» WHAT THE EXERCISE ASKS:
Only the lines from the start of the entries through the line with "position:relative; height:529px; overflow:hidden" are wanted; please output them exactly.

########

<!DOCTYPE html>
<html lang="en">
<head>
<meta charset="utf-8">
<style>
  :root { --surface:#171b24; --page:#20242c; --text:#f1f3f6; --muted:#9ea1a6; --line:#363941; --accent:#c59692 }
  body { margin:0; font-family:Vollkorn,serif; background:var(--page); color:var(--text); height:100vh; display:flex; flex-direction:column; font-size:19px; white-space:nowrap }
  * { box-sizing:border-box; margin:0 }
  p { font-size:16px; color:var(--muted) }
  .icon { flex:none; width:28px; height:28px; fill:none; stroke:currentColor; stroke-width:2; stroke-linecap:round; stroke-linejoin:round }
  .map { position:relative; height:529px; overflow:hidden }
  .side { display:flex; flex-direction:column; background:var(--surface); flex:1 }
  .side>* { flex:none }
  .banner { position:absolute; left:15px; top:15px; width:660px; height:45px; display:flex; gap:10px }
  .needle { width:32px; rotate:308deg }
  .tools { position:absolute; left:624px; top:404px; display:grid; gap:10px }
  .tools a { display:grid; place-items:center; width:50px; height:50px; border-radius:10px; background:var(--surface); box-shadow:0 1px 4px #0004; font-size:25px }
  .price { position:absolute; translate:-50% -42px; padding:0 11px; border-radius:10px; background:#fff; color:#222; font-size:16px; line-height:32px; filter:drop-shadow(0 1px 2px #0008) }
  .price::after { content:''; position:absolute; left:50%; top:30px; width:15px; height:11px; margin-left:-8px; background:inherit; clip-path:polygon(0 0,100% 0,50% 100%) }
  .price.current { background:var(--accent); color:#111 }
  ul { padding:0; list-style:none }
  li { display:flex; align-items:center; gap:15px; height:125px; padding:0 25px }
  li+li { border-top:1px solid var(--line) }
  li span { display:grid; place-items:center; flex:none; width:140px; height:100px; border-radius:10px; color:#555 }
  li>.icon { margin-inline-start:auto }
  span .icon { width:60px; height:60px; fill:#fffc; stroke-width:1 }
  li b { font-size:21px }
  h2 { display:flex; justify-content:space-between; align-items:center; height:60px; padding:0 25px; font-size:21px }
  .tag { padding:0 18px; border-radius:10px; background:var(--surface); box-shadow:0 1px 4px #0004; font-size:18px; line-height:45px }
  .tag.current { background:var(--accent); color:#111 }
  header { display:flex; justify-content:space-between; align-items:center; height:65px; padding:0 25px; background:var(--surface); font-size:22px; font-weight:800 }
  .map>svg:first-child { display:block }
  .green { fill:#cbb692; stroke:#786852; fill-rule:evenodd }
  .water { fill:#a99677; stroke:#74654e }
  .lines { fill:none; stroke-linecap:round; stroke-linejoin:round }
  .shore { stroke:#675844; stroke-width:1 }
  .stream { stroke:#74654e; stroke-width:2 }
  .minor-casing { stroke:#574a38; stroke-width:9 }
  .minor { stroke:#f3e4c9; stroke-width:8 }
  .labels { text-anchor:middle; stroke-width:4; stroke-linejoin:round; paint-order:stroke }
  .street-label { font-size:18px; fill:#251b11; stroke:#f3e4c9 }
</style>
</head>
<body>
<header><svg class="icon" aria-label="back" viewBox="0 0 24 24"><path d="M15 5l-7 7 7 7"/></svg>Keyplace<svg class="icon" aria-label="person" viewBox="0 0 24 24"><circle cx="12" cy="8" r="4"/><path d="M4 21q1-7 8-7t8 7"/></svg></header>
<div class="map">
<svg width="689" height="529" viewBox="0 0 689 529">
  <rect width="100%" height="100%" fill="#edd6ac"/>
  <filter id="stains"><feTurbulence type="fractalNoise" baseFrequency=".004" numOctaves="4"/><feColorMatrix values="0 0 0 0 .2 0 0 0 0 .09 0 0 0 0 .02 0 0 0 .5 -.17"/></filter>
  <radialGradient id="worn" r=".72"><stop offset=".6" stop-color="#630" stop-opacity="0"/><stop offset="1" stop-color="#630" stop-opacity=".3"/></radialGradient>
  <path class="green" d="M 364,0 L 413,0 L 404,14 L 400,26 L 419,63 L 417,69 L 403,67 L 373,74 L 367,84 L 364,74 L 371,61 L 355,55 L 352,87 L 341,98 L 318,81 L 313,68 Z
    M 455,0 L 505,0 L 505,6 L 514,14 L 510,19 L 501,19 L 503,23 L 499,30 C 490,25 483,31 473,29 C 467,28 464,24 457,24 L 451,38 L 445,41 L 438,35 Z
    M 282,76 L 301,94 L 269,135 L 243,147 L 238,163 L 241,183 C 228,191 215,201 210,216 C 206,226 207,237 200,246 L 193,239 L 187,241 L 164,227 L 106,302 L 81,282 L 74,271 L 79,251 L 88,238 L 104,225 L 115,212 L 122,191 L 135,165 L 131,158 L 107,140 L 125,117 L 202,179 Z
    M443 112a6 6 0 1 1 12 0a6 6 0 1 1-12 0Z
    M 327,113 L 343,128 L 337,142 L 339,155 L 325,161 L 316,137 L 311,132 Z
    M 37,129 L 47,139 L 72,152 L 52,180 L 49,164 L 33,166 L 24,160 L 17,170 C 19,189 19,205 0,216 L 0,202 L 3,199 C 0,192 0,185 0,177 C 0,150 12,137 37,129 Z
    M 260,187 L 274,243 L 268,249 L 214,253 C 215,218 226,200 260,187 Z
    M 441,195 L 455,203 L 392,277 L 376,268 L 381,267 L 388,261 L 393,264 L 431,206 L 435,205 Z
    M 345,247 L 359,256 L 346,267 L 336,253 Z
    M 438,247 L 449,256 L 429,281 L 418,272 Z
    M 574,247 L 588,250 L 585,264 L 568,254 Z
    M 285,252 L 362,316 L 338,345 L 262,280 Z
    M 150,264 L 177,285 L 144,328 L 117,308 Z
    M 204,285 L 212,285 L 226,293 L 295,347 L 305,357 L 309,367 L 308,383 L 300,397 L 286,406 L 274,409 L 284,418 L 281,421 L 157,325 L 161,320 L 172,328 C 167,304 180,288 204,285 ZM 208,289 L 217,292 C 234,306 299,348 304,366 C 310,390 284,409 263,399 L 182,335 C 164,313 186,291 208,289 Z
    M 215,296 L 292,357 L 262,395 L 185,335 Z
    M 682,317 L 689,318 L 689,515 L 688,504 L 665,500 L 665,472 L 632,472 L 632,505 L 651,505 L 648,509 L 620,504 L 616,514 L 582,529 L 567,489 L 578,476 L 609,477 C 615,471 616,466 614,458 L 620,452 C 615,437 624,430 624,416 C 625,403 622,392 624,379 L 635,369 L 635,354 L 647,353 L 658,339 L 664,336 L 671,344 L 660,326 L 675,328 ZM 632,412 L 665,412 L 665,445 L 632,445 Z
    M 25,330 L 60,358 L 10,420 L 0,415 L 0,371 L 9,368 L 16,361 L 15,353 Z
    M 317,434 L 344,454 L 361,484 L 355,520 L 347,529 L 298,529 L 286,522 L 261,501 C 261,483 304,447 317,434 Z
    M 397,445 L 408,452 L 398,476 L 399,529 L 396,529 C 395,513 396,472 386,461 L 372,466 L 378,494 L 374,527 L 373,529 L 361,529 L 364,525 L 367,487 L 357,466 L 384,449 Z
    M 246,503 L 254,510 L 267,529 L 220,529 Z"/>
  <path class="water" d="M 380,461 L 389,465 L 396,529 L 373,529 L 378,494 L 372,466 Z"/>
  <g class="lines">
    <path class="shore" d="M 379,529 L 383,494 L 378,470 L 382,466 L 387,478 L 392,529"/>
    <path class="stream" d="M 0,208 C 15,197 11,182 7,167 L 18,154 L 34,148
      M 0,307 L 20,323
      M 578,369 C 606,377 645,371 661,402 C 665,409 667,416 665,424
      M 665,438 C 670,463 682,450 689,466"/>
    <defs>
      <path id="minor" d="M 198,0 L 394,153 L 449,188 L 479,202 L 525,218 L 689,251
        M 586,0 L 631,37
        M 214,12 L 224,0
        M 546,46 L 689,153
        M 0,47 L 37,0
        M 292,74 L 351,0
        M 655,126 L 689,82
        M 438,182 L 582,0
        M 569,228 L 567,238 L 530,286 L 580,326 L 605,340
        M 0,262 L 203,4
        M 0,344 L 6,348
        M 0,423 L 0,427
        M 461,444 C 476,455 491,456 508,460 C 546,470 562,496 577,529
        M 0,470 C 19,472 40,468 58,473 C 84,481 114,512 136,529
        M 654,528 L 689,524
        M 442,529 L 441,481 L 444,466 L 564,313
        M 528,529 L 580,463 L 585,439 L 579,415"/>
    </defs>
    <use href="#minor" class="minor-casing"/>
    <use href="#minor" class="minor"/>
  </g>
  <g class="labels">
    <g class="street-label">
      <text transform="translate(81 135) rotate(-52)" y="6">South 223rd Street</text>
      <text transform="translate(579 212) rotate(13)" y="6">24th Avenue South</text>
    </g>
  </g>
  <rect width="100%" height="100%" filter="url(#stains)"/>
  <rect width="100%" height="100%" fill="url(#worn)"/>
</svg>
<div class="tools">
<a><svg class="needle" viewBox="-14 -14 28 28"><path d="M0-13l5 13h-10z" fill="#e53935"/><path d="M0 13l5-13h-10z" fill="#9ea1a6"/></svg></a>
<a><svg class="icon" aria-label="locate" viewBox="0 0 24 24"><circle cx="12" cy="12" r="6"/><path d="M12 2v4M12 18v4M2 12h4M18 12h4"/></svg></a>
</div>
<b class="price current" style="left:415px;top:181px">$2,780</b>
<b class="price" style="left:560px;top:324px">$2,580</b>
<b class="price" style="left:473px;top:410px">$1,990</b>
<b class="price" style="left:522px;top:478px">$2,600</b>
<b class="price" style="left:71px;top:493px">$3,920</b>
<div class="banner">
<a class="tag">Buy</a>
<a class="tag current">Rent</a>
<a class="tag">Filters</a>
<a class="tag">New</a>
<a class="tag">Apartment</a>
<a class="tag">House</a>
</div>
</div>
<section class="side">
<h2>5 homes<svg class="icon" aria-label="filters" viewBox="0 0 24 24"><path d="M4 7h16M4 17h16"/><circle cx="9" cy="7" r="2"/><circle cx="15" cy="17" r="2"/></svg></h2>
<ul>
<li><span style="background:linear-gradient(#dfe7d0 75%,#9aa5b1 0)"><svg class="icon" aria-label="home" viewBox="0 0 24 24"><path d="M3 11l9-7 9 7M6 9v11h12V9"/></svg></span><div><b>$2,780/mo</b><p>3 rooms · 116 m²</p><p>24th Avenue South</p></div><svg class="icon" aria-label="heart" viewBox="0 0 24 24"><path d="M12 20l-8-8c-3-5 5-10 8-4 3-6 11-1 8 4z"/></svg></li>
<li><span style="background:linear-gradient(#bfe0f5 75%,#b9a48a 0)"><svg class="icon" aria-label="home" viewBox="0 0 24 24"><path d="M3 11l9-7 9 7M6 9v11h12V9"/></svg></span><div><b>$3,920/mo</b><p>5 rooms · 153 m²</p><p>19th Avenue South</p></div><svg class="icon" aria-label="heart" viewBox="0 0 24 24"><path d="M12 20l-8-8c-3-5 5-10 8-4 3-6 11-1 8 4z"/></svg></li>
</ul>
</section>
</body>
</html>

########

» RESULT:
<!DOCTYPE html>
<html lang="en">
<head>
<meta charset="utf-8">
<style>
  :root { --surface:#171b24; --page:#20242c; --text:#f1f3f6; --muted:#9ea1a6; --line:#363941; --accent:#c59692 }
  body { margin:0; font-family:Vollkorn,serif; background:var(--page); color:var(--text); height:100vh; display:flex; flex-direction:column; font-size:19px; white-space:nowrap }
  * { box-sizing:border-box; margin:0 }
  p { font-size:16px; color:var(--muted) }
  .icon { flex:none; width:28px; height:28px; fill:none; stroke:currentColor; stroke-width:2; stroke-linecap:round; stroke-linejoin:round }
  .map { position:relative; height:529px; overflow:hidden }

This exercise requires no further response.